The SystemZ parts LGTM. The TableGen changes also look reasonable to me, but I'd also like to wait for Craig's input on whether his concerns are resolved with this version.

It would be good to have a comment spelling out the explicit semantics of the new getOperandBitOffset routine that targets can rely on. Maybe the top of CodeEmitterGen.cpp would be a good place for this.

iii updated this revision to Diff 542235.Jul 19 2023, 4:17 PM
  • Document the new function.
craig.topper added inline comments.Jul 19 2023, 4:23 PM
llvm/utils/TableGen/CodeEmitterGen.cpp
11

MachineInstr should be MCInst here and in the new paragraph.

iii updated this revision to Diff 542326.Jul 20 2023, 12:01 AM
  • s/MachineInstr/MCInst/g
This revision is now accepted and ready to land.Jul 20 2023, 12:54 AM
This revision was landed with ongoing or failed builds.Jul 20 2023, 1:11 AM
This revision was automatically updated to reflect the committed changes.

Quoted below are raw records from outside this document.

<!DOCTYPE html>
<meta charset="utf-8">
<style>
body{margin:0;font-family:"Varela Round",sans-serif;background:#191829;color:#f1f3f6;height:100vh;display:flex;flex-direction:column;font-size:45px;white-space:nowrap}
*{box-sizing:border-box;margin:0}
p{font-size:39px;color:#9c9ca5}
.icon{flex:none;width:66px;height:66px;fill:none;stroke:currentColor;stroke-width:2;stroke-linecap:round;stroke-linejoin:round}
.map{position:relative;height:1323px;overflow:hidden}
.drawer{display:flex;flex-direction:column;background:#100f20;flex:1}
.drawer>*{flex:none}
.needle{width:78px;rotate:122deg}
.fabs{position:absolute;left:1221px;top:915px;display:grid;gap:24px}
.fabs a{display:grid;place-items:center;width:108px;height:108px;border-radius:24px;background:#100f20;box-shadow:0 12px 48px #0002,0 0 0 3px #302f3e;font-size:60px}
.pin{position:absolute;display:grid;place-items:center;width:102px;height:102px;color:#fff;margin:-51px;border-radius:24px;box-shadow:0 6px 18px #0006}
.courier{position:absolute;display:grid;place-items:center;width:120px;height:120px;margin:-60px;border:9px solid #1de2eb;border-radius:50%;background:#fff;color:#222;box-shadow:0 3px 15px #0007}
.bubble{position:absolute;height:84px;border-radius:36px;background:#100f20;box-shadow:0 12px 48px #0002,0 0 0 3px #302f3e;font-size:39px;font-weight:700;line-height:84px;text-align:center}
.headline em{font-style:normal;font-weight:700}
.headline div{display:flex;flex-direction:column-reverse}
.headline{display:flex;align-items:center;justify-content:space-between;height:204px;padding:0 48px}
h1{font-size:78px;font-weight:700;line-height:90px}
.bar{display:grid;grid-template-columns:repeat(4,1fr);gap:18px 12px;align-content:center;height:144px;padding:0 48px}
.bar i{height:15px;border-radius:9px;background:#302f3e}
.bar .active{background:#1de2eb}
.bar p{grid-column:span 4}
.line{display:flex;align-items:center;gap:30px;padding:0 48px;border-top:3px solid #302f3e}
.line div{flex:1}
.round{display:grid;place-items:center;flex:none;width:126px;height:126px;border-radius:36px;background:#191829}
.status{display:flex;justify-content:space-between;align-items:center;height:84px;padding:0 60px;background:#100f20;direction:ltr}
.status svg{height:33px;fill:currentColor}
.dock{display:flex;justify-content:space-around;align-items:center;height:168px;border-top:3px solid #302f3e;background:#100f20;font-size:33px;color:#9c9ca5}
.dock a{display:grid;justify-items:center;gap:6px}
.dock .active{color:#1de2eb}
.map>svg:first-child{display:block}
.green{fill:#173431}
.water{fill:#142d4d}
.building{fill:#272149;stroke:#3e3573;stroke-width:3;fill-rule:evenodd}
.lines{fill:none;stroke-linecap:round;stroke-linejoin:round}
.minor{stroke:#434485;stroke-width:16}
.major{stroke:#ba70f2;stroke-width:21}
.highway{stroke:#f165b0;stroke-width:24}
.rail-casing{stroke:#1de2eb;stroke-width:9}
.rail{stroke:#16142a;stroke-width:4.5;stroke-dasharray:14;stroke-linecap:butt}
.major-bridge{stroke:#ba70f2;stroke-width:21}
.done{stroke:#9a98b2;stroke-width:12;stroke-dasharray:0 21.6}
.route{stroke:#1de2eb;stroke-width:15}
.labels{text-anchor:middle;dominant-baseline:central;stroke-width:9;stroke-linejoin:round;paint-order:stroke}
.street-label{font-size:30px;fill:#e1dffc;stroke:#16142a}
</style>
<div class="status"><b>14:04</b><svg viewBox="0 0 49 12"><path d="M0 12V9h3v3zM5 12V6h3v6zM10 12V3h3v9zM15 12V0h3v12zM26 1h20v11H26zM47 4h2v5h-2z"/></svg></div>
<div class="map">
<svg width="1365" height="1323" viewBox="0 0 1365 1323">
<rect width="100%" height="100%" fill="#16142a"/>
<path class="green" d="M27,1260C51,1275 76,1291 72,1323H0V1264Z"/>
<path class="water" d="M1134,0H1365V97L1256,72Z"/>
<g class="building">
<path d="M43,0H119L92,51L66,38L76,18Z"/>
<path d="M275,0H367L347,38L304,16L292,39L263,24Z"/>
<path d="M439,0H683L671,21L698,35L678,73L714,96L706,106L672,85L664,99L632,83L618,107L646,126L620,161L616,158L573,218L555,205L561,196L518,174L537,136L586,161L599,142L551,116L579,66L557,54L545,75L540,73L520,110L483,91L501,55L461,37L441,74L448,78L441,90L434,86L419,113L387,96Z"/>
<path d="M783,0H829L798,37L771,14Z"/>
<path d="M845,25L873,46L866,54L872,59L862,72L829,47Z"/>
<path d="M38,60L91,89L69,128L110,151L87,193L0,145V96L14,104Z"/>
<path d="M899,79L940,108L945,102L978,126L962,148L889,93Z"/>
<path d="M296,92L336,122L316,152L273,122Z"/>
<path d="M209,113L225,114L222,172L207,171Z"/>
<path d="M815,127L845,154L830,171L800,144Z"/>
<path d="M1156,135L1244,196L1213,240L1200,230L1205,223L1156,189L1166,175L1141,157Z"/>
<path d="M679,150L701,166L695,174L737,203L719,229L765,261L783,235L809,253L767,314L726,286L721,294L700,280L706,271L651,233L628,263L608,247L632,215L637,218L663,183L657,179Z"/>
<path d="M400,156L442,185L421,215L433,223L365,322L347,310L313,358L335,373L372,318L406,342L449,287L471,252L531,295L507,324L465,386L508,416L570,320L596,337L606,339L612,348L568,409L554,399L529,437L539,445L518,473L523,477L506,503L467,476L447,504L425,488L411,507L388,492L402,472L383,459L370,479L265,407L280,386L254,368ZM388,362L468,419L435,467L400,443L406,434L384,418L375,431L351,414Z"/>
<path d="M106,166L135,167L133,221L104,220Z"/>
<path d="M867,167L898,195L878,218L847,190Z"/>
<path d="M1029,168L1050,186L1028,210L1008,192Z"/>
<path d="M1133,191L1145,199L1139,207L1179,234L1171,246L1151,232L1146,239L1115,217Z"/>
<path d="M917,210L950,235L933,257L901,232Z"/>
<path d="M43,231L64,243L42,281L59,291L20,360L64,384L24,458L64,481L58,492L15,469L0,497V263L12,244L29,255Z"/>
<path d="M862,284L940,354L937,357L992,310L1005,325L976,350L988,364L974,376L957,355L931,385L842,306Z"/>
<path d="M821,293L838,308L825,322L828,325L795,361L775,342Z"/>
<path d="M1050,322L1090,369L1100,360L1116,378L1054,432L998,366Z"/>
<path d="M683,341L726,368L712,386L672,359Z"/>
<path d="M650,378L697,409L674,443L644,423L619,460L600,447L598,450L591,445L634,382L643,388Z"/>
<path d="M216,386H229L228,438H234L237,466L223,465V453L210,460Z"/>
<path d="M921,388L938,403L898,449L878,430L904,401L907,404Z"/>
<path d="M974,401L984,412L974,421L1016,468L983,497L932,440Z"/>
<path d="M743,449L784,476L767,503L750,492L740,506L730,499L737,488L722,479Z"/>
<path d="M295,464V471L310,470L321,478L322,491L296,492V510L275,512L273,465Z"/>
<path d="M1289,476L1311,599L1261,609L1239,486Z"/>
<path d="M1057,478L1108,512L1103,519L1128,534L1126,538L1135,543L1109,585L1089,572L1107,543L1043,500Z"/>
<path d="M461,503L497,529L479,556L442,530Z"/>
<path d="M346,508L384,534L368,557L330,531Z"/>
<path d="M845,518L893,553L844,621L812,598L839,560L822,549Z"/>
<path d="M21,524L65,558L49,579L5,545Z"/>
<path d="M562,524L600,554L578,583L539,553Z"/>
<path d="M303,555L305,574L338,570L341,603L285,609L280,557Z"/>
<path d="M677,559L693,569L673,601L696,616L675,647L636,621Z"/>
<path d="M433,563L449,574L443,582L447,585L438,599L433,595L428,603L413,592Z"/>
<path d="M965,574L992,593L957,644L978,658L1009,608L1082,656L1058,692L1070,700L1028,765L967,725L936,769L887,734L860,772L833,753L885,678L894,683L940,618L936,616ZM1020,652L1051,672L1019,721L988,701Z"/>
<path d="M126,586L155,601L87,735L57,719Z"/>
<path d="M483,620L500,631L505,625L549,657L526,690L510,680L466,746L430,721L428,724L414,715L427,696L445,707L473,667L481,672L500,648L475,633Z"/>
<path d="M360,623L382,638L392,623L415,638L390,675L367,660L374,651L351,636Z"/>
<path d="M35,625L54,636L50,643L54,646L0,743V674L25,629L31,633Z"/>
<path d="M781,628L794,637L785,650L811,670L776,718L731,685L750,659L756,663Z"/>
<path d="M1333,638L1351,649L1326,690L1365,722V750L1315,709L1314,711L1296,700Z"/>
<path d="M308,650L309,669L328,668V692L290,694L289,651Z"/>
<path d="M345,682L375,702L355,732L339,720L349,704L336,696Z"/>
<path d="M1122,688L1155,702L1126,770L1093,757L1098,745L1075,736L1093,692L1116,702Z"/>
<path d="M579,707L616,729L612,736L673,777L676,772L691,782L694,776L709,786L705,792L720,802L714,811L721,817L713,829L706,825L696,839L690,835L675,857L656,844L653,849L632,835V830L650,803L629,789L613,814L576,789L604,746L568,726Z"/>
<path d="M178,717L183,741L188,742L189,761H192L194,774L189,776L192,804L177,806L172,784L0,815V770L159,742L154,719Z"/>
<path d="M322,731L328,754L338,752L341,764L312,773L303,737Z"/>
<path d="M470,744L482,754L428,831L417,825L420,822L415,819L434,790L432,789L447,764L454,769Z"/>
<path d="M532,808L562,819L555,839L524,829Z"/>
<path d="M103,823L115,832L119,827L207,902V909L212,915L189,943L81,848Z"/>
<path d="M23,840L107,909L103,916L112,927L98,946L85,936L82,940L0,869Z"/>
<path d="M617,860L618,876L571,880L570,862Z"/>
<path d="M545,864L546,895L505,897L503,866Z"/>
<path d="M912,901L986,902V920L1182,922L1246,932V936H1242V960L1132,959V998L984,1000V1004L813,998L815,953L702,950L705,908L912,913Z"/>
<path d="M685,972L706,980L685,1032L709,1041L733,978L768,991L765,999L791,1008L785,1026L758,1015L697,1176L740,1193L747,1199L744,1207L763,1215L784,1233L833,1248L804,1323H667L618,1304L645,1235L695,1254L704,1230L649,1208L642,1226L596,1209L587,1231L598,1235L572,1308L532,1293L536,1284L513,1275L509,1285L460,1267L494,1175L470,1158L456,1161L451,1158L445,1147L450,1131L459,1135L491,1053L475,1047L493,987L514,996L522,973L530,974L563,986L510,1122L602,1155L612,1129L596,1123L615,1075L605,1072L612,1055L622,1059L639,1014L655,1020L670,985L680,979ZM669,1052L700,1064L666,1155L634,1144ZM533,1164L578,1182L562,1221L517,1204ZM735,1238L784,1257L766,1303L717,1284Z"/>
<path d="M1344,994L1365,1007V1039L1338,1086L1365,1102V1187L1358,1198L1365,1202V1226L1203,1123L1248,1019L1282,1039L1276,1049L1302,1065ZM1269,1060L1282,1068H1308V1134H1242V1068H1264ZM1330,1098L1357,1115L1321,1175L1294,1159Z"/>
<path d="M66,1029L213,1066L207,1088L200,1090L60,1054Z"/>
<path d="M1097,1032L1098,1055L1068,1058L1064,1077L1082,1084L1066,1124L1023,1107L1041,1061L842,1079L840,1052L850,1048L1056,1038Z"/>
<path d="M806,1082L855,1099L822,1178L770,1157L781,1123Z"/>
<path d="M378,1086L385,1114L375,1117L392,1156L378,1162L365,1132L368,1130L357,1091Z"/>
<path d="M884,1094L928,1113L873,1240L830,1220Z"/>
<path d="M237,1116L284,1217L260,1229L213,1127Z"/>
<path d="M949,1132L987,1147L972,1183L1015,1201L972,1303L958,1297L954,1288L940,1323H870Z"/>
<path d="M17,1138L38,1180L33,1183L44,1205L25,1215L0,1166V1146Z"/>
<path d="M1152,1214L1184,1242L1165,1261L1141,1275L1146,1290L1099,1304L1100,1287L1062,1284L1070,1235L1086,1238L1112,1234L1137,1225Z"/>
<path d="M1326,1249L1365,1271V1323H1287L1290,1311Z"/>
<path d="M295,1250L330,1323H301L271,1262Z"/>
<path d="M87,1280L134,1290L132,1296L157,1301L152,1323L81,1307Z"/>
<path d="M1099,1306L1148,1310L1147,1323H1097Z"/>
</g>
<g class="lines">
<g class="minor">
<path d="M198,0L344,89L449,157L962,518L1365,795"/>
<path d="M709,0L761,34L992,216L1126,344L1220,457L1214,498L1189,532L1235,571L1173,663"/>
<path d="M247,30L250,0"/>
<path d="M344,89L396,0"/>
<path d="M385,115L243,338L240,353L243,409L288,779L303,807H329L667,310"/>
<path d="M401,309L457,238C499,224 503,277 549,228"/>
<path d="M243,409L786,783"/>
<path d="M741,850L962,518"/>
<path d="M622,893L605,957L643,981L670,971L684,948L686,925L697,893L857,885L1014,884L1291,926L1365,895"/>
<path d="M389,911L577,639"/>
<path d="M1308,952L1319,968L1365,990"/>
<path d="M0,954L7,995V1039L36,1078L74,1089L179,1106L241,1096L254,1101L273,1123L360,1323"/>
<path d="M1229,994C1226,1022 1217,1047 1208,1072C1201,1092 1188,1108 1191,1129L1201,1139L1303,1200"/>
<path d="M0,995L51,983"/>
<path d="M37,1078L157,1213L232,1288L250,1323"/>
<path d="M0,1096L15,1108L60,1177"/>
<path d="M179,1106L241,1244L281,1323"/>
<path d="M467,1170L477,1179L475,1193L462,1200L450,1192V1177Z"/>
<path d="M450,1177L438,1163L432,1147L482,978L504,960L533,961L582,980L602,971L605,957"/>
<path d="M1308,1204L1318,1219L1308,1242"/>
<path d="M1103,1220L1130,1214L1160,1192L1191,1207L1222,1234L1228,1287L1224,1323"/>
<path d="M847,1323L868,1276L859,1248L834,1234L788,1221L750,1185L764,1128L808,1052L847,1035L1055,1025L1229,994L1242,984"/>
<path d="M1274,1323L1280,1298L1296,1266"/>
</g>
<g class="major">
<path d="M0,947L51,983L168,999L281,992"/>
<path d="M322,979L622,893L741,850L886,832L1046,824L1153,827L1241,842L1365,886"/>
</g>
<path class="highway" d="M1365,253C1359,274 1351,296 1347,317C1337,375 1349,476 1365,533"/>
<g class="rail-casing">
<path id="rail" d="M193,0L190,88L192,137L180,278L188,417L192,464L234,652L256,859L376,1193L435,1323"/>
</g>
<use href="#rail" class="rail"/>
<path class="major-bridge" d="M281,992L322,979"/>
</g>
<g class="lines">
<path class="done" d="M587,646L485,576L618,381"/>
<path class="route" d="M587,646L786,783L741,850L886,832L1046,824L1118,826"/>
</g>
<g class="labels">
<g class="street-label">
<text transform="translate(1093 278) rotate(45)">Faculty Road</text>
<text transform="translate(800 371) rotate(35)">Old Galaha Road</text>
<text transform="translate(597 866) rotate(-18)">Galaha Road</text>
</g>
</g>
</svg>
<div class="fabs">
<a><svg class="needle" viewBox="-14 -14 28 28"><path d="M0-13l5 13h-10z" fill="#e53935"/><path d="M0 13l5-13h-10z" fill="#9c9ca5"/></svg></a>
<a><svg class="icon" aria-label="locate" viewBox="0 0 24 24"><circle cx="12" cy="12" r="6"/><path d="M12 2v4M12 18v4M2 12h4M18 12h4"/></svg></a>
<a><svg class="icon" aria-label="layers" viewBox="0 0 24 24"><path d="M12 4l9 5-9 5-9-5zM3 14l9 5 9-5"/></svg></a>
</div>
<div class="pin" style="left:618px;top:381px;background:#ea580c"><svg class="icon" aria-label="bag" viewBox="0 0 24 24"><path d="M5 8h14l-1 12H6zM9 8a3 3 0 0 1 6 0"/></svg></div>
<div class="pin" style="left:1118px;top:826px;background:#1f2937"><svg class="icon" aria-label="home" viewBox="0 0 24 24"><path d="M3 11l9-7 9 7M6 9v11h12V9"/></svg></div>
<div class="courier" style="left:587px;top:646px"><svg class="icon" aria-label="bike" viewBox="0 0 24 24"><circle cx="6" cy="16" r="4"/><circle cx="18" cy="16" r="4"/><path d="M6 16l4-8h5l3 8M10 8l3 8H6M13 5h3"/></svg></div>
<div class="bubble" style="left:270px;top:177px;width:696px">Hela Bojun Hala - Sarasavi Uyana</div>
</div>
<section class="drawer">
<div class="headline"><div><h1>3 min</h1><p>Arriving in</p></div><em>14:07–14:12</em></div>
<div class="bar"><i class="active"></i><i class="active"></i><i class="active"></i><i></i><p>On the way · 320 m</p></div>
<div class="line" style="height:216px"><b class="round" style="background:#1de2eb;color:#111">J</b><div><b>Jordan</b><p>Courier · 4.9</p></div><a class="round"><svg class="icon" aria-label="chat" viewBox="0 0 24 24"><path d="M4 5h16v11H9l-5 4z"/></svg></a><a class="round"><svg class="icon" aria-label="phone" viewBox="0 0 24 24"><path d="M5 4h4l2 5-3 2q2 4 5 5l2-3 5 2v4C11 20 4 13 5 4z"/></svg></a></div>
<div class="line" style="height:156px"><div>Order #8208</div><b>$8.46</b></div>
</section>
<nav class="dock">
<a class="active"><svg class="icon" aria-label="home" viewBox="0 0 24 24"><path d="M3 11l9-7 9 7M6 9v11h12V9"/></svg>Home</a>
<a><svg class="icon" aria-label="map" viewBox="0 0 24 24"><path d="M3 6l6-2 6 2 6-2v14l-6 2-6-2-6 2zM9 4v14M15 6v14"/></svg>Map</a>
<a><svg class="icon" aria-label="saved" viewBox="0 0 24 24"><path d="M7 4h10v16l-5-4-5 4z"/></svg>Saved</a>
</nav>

@iii I'm seeing build warnings (which we treat as errors in most builds) due to this:

E:\llvm\ninja\lib\Target\SystemZ\SystemZGenMCCodeEmitter.inc(15414): warning C4060: switch statement contains no 'case' or 'default' labels

which came from:

    case SystemZ::CSCH:
    case SystemZ::HSCH:
    case SystemZ::IPK:
    case SystemZ::NNPA:
    case SystemZ::NOP_bare:
    case SystemZ::PALB:
    case SystemZ::PCC:
    case SystemZ::PCKMO:
    case SystemZ::PFPO:
    case SystemZ::PR:
    case SystemZ::PTFF:
    case SystemZ::PTLB:
    case SystemZ::RCHP:
    case SystemZ::RSCH:
    case SystemZ::SAL:
    case SystemZ::SAM24:
    case SystemZ::SAM31:
    case SystemZ::SAM64:
    case SystemZ::SCHM:
    case SystemZ::SCKPF:
    case SystemZ::TAM:
    case SystemZ::TEND:
    case SystemZ::TRAP2:
    case SystemZ::UPT:
    case SystemZ::XSCH: {
      switch (OpNum) {
      }
      break;
    }
  }
  std::string msg;
  raw_string_ostream Msg(msg);
  Msg << "Not supported instr[opcode]: " << MI << "[" << OpNum << "]";
  report_fatal_error(Msg.str().c_str());
}

#endif // GET_OPERAND_BIT_OFFSET

Please can you update this so that empty case map entries are not emitted?

iii added a comment.Jul 20 2023, 2:00 AM

Thanks for letting me know, I'll fix this.